WHAT YOU WILL DO: Reproduce each line from the records that holds "Ohsankaku".

Stored data:
───
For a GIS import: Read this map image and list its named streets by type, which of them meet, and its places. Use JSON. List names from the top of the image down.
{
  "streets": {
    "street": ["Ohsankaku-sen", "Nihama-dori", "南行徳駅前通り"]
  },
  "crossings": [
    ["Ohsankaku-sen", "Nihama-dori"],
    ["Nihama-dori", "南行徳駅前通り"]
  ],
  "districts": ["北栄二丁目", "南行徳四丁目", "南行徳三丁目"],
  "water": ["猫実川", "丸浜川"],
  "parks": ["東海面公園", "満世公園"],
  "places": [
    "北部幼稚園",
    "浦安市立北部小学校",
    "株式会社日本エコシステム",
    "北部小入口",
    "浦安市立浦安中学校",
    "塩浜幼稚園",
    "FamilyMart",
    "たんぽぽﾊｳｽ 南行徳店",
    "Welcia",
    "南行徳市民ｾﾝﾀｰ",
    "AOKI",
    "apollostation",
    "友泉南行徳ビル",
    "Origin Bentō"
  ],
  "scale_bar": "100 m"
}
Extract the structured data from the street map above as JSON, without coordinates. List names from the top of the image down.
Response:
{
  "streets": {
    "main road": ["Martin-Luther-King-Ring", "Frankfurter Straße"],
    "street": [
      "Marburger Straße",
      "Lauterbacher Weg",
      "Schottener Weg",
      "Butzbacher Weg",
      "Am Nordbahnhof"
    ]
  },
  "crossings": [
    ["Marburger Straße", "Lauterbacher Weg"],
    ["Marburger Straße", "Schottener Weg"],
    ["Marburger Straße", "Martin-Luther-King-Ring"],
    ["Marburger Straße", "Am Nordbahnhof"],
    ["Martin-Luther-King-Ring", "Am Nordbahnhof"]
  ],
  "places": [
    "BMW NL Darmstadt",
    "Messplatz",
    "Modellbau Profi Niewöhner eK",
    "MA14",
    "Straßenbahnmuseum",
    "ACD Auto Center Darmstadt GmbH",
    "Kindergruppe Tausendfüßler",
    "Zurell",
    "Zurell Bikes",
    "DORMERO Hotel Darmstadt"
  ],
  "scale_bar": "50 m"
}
───
EXPECTED OUTPUT:
    "street": ["Ohsankaku-sen", "Nihama-dori", "南行徳駅前通り"]
    ["Ohsankaku-sen", "Nihama-dori"],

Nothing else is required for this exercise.